Moderna enjoyed $5.9 billion in product sales this quarter, with the majority of these occurring outside of the U.S. The company anticipates that sales will become even larger in the second half of 2022 as it introduces its COVID-19 boosters and SARS-CoV-2 becomes endemic. With its capital, Moderna chiefly plans to reinvest in its 46 research and development programs which include its pipeline vaccine programs for COVID-19 and respiratory syncytial virus (RSV) and development-stage vaccine programs which include trials in Zika virus and Epstein-Barr virus (EBV).
Notably, Moderna is full speed ahead for COVID-19 boosters despite growing concerns from the scientific community about their relative usefulness.
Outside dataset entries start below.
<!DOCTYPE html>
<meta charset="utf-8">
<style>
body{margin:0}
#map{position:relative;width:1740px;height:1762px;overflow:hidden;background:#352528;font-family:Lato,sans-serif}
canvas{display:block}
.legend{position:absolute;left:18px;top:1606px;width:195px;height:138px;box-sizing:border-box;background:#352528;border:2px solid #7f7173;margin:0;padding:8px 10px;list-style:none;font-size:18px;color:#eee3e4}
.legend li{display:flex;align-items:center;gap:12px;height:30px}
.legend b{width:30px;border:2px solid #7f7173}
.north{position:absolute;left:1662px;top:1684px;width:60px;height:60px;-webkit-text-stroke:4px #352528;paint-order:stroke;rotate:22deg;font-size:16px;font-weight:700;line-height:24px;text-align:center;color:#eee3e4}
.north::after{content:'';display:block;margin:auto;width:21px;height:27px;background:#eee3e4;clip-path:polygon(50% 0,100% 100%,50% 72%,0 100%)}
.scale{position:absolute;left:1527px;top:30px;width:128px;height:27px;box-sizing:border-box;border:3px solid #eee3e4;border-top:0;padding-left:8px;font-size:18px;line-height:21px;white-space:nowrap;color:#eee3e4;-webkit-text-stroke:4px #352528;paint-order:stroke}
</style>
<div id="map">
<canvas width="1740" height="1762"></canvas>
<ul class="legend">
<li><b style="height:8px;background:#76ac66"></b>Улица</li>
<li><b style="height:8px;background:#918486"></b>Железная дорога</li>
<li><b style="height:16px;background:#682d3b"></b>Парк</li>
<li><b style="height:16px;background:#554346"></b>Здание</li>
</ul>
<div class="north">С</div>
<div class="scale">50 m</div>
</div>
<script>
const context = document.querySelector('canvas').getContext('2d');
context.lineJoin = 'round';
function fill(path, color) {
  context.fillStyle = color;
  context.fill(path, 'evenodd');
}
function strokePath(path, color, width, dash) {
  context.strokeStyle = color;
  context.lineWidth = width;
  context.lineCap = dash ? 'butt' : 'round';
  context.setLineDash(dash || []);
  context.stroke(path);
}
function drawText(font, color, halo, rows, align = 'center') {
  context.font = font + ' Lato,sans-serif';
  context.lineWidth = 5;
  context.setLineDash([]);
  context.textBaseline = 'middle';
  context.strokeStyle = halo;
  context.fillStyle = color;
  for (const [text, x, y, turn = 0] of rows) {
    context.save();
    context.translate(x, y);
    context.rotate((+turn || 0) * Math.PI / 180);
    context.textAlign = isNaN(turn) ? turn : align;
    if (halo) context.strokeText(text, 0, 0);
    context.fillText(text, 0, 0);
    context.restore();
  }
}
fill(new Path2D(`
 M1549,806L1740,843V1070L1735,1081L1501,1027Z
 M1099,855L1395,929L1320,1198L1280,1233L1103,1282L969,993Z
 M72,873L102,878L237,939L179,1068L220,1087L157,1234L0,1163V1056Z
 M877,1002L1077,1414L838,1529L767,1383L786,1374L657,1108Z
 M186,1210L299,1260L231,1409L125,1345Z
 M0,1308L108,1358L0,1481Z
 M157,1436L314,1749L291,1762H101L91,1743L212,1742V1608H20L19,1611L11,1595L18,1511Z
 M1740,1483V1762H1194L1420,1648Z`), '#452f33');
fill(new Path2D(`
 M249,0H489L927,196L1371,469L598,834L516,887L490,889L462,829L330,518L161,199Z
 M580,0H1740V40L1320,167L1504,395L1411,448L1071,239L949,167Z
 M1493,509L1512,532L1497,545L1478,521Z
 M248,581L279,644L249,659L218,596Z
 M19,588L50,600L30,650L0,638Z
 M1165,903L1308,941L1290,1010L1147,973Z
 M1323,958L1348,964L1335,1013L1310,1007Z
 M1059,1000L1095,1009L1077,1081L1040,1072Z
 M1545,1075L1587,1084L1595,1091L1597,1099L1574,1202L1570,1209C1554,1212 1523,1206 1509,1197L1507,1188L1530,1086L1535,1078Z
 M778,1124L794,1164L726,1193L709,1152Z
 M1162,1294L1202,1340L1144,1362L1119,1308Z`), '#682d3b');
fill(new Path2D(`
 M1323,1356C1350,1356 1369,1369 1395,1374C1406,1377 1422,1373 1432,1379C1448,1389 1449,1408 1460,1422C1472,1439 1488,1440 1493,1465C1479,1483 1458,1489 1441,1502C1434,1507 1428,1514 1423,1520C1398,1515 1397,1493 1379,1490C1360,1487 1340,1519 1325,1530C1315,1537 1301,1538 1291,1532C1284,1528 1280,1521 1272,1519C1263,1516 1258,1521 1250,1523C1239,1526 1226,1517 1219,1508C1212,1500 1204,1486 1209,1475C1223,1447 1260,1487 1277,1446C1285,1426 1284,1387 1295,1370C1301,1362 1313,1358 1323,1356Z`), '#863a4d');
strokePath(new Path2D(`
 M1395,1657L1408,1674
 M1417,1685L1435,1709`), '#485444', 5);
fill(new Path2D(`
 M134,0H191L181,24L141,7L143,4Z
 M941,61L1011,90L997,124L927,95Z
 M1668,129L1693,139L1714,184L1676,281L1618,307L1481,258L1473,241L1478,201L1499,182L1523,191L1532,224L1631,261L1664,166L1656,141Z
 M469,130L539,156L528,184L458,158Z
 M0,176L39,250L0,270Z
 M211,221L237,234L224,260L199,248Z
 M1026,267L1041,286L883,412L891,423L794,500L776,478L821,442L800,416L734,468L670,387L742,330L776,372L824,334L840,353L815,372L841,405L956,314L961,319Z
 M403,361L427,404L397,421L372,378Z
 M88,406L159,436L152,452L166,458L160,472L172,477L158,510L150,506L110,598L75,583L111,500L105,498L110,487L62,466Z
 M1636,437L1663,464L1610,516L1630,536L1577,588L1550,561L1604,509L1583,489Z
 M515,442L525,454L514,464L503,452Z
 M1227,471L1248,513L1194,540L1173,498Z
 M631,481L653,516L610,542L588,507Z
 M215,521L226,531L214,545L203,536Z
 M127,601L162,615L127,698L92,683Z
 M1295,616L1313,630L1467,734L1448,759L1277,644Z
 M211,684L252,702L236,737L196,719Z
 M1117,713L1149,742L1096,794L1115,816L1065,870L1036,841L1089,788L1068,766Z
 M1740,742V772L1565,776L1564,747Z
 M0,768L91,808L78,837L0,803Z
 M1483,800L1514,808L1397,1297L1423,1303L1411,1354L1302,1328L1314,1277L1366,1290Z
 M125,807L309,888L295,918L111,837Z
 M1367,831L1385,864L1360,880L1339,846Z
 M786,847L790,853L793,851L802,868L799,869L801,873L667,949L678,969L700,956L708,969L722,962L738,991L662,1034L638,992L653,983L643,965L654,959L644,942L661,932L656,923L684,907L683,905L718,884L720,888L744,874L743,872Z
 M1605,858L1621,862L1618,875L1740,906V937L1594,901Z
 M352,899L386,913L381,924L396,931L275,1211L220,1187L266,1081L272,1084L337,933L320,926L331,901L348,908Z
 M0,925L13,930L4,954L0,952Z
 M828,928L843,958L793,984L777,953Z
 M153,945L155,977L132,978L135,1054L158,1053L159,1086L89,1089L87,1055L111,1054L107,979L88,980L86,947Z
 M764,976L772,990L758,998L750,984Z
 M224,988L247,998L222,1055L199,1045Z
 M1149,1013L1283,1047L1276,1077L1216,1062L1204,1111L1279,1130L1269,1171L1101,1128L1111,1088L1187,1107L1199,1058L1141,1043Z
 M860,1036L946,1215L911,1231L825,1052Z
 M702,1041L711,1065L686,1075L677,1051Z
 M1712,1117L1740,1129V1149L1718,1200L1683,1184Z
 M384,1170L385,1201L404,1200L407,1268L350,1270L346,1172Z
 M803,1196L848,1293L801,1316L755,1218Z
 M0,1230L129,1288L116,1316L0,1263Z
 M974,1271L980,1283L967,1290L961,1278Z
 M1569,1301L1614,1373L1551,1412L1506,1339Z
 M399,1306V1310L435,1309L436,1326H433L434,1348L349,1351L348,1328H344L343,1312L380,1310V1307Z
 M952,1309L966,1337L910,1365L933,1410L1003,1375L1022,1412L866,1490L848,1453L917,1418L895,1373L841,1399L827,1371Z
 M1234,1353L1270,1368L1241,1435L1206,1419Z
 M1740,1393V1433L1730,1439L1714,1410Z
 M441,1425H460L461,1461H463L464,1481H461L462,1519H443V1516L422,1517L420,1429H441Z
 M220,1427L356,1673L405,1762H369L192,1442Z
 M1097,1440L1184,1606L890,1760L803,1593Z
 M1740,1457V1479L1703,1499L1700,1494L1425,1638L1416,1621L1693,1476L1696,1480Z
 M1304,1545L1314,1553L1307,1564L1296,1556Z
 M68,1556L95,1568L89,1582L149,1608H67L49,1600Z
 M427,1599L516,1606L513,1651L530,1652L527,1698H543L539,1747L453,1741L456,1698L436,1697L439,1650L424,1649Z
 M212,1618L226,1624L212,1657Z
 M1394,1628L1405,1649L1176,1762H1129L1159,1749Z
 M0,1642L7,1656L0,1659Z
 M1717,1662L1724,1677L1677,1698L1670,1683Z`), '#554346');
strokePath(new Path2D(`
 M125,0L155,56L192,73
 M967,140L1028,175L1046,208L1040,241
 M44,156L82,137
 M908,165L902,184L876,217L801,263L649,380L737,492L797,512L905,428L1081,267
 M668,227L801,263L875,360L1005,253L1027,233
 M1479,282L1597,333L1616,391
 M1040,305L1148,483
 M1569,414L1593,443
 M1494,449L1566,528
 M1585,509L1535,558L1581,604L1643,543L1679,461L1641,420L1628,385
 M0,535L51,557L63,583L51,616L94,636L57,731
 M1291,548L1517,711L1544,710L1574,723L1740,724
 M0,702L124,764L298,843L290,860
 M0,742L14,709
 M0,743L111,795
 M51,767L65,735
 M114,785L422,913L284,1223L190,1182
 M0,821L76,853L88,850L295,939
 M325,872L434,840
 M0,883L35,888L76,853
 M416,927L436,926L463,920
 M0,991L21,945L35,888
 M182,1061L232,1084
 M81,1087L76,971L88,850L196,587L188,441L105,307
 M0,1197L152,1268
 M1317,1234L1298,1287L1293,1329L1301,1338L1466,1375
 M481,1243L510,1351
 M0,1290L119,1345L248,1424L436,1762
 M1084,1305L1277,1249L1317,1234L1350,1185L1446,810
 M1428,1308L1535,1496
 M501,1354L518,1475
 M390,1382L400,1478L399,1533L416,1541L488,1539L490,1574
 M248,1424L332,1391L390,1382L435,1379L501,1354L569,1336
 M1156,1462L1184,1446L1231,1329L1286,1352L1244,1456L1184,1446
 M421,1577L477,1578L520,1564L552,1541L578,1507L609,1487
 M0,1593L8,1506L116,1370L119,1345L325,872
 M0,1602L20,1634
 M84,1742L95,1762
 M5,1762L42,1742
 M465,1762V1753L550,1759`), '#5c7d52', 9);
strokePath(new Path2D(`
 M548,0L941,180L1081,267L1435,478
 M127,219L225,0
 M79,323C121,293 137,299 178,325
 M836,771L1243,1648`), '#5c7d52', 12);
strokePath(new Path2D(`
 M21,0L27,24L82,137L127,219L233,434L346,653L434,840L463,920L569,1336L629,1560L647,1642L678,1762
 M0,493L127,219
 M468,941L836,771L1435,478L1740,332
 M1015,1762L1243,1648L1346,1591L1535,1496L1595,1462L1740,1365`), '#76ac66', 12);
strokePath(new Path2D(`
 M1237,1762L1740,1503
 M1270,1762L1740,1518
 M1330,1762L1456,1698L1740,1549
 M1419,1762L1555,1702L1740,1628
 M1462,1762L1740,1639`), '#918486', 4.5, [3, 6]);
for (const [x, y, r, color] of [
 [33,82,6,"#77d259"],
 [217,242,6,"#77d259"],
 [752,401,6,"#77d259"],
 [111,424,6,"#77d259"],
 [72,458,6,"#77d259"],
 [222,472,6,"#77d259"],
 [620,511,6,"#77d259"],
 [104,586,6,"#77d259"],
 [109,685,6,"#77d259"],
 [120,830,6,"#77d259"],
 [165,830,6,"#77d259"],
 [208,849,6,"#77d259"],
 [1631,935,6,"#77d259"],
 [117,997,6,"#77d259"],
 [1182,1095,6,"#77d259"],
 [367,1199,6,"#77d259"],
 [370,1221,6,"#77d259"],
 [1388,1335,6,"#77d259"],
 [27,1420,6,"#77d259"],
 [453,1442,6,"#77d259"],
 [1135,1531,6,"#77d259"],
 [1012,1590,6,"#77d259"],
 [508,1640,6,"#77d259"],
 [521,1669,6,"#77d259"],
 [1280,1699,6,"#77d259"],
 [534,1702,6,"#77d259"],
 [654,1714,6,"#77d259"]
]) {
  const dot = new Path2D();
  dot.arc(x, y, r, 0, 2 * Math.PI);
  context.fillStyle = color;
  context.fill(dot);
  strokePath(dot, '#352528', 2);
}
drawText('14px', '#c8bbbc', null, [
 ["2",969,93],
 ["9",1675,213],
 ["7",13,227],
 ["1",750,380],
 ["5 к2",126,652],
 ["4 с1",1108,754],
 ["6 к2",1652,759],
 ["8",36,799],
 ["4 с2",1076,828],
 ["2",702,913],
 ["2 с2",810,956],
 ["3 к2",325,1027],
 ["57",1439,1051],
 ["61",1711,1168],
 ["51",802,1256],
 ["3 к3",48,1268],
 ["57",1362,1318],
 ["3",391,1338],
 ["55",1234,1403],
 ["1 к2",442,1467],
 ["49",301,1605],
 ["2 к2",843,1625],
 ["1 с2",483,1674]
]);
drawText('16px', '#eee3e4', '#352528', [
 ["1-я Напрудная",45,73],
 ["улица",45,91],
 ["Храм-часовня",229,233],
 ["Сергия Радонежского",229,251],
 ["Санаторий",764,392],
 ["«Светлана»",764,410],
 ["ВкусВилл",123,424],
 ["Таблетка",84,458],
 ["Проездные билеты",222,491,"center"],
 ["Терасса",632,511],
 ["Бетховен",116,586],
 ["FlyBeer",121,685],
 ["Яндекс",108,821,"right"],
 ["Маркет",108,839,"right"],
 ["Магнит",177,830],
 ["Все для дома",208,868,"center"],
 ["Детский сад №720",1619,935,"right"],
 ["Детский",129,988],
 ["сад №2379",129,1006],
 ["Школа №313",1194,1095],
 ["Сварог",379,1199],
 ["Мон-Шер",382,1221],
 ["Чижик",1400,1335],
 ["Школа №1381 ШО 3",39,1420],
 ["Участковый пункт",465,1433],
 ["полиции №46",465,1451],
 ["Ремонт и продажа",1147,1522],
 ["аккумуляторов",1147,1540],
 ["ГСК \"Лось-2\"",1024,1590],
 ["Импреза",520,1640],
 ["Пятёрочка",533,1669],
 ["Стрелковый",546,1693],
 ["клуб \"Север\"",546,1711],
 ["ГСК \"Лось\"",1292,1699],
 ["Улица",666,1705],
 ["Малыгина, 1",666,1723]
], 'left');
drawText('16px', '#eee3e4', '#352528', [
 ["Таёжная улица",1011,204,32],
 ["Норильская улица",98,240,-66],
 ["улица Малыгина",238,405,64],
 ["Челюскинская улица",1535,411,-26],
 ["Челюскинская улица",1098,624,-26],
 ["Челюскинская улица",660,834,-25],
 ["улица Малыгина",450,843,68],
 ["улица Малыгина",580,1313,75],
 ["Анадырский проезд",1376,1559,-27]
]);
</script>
Moderna highlighted that current COVID-19 vaccination schedules wane in efficacy over time and that a fourth dose of the company’s COVID-19 vaccine increased vaccine effectiveness against infection, symptomatic infection and severe outcomes in high-risk populations in Ontario.
“The emergence of new variants of concern like the BA.2.12.1, BA.4 and BA.5 could accelerate the impact of that waning and broaden the risk of breakthrough infections across the population,” Moderna President Stephen Hoge, M.D., said. “We’re working hard to make improvements to our available boosters.”
Hoge said that the ideal booster would provide neutralizing antibodies against Omicron that provide protection throughout the entire northern hemisphere’s fall and winter infection season. The booster would also provide durable protection against older strains of SARS-CoV-2 such as the Delta variant and increase the potential for protection against new emerging variants.
Moderna is hopeful of introducing new COVID-19 booster vaccines this fall, with the intention of providing seasonal vaccines for the virus every year, that will be bivalent and provide protection against several mutations.